Records to use: Begin

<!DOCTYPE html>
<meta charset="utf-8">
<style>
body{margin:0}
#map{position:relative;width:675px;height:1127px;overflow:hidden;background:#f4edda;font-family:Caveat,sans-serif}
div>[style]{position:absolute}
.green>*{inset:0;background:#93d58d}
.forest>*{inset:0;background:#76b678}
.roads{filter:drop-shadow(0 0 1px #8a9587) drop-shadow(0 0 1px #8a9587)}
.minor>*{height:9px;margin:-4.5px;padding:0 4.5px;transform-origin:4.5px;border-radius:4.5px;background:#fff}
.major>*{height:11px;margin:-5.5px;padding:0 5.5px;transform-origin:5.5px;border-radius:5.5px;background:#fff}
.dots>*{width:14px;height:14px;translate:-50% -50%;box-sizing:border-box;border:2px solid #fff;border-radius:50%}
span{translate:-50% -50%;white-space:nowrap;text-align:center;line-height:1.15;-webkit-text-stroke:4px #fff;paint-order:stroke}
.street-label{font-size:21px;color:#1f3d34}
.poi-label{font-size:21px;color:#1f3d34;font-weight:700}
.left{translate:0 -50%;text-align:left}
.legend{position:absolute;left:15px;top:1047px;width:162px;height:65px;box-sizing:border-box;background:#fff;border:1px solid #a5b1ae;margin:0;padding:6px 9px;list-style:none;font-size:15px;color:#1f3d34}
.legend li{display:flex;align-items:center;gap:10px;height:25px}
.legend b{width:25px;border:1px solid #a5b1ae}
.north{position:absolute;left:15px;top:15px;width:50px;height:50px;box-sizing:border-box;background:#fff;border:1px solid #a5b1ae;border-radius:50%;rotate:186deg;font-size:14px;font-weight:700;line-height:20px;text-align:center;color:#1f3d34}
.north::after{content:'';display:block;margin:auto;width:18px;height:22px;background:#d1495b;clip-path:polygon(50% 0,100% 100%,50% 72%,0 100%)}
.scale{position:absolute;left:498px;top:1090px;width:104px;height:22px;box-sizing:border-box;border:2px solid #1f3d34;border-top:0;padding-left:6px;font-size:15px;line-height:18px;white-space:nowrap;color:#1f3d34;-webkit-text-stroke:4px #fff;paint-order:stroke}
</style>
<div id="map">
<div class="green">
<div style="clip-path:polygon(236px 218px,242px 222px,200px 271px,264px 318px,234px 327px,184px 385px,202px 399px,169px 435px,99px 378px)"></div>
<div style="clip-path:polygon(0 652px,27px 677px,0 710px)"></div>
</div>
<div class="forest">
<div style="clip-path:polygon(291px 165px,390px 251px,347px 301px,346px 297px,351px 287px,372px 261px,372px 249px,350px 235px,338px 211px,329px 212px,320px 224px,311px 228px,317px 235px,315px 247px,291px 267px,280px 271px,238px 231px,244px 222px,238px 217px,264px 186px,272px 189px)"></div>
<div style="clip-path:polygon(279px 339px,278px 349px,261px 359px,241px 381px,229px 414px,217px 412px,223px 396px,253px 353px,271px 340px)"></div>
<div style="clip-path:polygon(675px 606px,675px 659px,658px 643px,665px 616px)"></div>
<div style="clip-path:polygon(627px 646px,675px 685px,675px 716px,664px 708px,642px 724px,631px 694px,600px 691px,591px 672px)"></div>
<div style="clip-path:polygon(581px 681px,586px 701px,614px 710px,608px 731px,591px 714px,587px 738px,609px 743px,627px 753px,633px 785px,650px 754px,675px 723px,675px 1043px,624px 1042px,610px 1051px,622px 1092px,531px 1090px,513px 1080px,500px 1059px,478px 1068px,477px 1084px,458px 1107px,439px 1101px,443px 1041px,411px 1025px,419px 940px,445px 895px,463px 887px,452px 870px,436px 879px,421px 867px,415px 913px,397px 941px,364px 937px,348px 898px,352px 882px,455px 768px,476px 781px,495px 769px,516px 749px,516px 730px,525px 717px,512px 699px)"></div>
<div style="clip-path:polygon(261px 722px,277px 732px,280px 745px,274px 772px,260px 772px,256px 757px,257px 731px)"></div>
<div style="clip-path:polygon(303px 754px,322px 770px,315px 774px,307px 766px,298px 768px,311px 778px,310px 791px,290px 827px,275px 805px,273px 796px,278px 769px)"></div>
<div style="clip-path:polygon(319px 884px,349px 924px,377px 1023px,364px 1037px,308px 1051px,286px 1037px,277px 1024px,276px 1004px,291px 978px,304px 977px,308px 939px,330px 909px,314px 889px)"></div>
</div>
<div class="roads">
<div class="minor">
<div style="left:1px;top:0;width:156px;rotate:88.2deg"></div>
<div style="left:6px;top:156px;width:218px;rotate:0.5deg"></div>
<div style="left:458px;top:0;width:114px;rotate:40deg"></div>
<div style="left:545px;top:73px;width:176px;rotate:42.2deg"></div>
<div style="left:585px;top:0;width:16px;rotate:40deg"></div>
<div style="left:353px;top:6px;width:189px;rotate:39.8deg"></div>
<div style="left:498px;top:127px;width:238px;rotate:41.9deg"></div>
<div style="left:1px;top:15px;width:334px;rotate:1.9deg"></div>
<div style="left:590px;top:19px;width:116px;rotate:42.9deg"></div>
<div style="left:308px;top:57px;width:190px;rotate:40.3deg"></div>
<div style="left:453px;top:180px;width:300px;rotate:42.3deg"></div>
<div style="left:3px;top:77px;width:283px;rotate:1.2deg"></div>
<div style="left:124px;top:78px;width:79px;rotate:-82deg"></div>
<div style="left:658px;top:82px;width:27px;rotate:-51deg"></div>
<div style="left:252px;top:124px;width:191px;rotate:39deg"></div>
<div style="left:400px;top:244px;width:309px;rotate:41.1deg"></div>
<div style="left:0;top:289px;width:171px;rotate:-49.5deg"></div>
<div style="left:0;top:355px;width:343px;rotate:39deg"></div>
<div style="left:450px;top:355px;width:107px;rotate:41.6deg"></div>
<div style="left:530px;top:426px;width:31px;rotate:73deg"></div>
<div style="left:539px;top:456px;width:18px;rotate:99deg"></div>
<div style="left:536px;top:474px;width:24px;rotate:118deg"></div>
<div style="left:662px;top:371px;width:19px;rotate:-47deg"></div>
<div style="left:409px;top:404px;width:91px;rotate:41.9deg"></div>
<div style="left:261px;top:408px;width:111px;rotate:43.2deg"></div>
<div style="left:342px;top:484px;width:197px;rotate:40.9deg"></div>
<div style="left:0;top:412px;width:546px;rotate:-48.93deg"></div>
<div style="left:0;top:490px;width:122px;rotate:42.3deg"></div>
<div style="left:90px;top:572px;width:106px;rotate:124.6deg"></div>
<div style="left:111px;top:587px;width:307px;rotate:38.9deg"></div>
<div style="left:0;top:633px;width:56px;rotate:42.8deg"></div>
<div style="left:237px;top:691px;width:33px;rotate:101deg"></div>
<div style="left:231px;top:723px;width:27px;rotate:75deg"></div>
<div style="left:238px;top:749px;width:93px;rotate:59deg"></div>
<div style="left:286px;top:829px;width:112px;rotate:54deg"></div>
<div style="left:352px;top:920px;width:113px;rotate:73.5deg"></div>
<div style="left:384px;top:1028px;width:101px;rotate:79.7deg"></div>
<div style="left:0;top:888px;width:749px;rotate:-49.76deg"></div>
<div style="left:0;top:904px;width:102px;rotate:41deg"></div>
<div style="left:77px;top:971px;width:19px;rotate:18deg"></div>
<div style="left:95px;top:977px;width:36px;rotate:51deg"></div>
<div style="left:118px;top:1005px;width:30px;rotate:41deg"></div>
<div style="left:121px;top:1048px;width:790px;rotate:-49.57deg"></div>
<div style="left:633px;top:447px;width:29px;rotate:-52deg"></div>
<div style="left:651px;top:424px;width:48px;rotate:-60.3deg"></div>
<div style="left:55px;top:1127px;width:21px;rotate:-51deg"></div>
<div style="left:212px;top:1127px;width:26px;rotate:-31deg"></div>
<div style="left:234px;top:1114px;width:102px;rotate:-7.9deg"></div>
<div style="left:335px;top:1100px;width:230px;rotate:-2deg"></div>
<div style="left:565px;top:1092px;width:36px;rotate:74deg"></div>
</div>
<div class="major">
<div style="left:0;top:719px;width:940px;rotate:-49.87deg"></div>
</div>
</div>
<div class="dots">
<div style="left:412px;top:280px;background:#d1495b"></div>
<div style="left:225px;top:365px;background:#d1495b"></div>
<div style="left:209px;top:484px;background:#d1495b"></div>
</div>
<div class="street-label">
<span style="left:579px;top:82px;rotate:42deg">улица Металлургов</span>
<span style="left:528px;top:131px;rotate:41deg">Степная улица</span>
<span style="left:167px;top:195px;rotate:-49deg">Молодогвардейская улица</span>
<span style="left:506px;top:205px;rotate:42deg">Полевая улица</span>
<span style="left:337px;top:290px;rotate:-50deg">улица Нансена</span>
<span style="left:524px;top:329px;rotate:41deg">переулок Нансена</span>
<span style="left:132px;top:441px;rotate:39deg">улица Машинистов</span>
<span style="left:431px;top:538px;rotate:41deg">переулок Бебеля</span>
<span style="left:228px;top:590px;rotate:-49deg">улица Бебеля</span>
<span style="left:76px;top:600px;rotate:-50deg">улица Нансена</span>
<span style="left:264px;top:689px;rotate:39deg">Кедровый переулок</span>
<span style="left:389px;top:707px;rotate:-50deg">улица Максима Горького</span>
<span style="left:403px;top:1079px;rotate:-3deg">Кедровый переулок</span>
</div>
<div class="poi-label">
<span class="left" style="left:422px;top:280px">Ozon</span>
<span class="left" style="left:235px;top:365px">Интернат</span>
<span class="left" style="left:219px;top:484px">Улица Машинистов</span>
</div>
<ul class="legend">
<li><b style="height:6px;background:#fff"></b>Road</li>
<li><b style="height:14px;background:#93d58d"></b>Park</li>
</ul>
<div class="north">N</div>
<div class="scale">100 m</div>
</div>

Records to use: End
Records to use: Begin

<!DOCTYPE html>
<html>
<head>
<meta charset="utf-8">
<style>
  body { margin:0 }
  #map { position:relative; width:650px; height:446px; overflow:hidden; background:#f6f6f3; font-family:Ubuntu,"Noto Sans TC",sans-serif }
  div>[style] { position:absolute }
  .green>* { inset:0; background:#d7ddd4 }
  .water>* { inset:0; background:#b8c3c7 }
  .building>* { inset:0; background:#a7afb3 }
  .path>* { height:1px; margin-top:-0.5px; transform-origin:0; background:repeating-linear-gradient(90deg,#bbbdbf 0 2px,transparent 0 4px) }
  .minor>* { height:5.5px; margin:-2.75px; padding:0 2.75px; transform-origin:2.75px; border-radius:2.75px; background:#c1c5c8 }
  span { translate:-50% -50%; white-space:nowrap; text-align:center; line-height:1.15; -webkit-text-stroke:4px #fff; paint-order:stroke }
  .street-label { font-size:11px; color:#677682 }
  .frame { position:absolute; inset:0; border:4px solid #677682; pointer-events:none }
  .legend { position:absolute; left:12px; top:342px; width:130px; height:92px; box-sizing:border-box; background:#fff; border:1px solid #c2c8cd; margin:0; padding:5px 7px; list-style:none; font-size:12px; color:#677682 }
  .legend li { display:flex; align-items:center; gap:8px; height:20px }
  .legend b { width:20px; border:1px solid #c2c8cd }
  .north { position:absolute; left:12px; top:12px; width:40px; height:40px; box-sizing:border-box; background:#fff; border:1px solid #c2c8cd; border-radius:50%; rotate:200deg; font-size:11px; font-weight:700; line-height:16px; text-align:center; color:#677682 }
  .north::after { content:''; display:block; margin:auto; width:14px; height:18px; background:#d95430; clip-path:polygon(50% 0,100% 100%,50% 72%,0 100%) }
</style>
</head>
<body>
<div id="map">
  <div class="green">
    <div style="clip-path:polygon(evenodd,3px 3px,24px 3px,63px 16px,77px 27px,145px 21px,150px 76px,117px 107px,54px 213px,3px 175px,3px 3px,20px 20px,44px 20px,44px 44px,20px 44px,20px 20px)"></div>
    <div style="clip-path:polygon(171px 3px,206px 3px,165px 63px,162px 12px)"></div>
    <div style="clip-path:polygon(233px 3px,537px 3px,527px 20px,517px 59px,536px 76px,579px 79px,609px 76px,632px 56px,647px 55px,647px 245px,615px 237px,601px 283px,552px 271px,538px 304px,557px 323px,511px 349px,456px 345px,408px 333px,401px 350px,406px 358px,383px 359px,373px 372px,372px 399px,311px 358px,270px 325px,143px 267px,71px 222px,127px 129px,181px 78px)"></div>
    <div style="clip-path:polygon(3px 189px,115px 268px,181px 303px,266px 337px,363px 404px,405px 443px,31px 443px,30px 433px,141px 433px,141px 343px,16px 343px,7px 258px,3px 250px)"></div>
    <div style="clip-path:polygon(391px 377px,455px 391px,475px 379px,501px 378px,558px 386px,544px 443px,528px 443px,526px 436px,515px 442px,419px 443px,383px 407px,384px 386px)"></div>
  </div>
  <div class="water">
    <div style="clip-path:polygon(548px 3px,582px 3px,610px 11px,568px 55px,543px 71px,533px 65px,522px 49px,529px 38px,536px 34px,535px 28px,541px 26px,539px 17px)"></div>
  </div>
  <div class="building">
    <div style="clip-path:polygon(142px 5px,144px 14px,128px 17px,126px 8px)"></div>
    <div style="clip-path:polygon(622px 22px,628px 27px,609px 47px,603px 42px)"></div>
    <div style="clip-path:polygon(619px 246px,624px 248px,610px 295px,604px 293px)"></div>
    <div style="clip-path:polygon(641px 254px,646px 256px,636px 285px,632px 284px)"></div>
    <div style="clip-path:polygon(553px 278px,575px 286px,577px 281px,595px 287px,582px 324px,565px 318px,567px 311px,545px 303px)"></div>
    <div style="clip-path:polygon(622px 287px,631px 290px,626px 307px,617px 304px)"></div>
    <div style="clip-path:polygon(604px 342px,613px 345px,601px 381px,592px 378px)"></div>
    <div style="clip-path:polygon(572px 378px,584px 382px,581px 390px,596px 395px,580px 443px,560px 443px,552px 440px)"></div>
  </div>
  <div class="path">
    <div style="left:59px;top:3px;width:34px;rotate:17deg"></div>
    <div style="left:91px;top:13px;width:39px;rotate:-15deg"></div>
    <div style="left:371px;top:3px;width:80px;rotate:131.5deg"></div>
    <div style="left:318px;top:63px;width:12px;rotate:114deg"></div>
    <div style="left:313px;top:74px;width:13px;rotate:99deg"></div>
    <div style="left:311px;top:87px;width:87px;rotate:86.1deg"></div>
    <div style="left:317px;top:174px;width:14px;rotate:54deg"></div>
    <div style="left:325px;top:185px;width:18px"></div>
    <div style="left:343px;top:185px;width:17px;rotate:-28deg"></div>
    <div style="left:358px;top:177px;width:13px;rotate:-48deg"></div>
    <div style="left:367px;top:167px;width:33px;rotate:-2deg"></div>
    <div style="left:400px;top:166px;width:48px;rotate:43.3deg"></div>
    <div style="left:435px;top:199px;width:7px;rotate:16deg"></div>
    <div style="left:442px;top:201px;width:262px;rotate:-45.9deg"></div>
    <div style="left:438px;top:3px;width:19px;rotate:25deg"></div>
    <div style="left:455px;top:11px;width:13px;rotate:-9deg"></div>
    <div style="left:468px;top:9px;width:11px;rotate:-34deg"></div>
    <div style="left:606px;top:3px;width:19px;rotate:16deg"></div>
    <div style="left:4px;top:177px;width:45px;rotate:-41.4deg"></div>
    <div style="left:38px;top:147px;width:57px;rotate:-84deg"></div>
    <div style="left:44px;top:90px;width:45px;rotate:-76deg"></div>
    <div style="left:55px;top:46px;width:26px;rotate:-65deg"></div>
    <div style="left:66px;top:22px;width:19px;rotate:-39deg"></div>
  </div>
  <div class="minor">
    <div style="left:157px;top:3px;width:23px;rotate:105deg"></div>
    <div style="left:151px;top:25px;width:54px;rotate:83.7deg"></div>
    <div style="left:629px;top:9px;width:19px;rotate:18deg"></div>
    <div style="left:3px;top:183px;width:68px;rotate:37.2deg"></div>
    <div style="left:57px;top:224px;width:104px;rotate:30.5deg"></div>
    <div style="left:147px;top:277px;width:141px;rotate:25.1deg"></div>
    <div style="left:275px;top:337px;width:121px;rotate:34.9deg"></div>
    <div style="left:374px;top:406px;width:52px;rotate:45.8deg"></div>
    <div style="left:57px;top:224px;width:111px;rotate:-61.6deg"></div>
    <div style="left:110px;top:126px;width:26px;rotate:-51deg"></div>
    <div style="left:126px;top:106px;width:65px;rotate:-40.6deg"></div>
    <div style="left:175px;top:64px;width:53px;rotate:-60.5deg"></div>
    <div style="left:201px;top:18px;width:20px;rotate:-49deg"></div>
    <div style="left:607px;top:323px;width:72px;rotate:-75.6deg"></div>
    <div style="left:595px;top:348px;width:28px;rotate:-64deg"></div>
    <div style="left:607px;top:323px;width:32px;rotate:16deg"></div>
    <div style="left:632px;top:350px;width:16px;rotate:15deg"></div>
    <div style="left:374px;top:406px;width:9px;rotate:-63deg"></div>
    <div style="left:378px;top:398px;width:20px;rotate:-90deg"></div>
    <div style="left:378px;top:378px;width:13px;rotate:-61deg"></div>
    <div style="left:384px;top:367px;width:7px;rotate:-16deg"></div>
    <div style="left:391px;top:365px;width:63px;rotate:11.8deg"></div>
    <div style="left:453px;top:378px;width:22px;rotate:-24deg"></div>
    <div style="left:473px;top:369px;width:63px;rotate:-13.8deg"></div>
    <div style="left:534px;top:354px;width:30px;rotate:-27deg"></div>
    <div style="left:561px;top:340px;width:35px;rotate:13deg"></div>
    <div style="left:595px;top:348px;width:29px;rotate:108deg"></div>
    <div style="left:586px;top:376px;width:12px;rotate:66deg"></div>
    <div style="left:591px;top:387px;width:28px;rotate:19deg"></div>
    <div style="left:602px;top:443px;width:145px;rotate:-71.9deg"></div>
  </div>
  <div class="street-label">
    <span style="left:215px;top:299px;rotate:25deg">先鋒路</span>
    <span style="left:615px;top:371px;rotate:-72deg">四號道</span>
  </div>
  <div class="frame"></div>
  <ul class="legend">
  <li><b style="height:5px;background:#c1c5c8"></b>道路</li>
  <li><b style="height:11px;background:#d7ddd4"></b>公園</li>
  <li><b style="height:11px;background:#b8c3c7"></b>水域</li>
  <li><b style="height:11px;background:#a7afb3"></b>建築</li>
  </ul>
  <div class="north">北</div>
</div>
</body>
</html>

Records to use: End

The task: Nothing but a number should be given: how many lines in the records hold the word "items".

Task solution: 2